Whenever I close my eyes and think back, there is one memory that takes me down a lane in my past.

I am sitting in my room in a flat in Zirakpur and have no money for dinner. In my pocket there is a Rs 50 note, which is all I have.

I am demotivated because of my unpaid bills, the outstanding rent of my flat which I have been avoiding paying for more than a week giving the landlord some excuse or the other; my cell phone's outgoing calls are barred; my team has already abandoned me; most people think, I am a fool.

I wonder if they're right; and I'm actually crazy.

When I can get a good job and a decent salary why am I continuing with entrepreneurship?

I can easily have a comfortable life, yet here I am, hungry and dejected and with hardly any money to buy food.

The precious Rs 50 in my pocket can't be spent on food since I have to go to Rajpura to meet a school co-ordinator the next morning.

I have conducted a free introductory workshop there and I know that they normally make payments for school registration after a week.
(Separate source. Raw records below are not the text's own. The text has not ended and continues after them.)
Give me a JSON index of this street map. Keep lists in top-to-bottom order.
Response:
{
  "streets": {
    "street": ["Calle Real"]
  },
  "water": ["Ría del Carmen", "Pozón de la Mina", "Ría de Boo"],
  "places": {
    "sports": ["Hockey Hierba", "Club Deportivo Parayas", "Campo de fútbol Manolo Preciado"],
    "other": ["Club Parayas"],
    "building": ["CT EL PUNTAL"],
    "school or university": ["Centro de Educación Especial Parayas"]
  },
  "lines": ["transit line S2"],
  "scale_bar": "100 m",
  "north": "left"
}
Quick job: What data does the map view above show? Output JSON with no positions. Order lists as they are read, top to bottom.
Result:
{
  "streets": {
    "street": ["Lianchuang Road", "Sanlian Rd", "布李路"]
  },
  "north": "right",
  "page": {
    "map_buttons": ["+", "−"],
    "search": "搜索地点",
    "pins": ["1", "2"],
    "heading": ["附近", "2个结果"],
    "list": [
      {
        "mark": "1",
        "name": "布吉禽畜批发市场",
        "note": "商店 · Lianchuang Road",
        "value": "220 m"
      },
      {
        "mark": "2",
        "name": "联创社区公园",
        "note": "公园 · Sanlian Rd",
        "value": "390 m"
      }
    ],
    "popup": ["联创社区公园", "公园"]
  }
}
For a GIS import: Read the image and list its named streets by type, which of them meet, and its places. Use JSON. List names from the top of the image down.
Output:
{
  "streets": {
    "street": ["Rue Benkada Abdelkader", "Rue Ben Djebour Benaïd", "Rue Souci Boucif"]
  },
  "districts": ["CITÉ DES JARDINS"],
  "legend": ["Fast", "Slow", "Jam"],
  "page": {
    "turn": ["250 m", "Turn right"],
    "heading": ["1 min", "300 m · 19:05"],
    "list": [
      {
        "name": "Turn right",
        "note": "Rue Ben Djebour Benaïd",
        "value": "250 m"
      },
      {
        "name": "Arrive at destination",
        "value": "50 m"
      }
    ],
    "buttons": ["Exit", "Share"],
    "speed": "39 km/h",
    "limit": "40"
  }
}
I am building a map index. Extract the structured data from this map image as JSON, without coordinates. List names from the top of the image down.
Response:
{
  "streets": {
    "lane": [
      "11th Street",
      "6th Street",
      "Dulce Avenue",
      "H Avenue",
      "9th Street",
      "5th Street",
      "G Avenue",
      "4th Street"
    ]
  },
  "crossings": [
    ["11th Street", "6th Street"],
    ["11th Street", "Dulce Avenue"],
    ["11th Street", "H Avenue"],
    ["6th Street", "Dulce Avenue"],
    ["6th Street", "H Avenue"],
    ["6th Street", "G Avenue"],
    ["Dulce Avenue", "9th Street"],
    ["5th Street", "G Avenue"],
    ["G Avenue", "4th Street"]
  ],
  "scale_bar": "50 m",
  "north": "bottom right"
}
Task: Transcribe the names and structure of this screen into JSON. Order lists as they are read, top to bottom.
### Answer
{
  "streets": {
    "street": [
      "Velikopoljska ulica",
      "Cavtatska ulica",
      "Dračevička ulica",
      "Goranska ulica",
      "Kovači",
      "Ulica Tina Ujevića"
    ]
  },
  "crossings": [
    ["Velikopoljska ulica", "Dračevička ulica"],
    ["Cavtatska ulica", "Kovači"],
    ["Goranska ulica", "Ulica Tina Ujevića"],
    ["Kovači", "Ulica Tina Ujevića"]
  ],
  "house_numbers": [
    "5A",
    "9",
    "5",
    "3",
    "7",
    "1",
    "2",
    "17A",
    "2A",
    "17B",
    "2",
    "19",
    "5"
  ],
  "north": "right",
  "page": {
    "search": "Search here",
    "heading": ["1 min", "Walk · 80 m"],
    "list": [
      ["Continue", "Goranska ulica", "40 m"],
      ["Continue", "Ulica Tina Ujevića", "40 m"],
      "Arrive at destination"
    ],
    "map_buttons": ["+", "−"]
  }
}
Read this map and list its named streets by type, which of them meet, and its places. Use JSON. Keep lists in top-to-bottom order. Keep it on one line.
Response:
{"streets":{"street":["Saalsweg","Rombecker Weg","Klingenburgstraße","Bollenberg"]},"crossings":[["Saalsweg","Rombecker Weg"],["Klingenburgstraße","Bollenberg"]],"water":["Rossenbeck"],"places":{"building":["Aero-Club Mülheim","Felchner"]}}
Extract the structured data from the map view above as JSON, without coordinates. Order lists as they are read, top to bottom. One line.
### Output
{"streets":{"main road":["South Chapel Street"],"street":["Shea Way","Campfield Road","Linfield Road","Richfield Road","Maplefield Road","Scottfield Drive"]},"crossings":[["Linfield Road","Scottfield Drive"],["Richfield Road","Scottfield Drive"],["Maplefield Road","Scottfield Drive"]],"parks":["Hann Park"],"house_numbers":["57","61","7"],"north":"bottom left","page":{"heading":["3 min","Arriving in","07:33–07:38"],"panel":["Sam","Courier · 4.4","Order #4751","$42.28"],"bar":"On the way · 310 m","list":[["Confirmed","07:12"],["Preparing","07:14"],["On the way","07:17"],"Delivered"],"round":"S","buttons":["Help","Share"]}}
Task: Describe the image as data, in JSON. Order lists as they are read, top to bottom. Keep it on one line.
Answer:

I am trying to think up reasons I can give the co-ordinator, asking for an early payment.

I set my alarm for 6 am and try to sleep. The next morning I get up with the feeling that everything is alright, I recite the Hanuman Chalisa asking the gods for support and strength and after getting ready, start walking towards the bus stop which is approximately two kilometres away.

Yes, in a bid to save some money.

I have no energy left but in my heart there is hope that things will turn for the better. I need to focus on my meeting.

I board the bus and buy a ticket to Rajpura for Rs 35; which leaves me with Rs 15 in my pocket.

The school is on the outskirts of the city and I'm expecting the bus to drop me at the gate.

Suddenly, I am alarmed to find that the bus has taken a different route.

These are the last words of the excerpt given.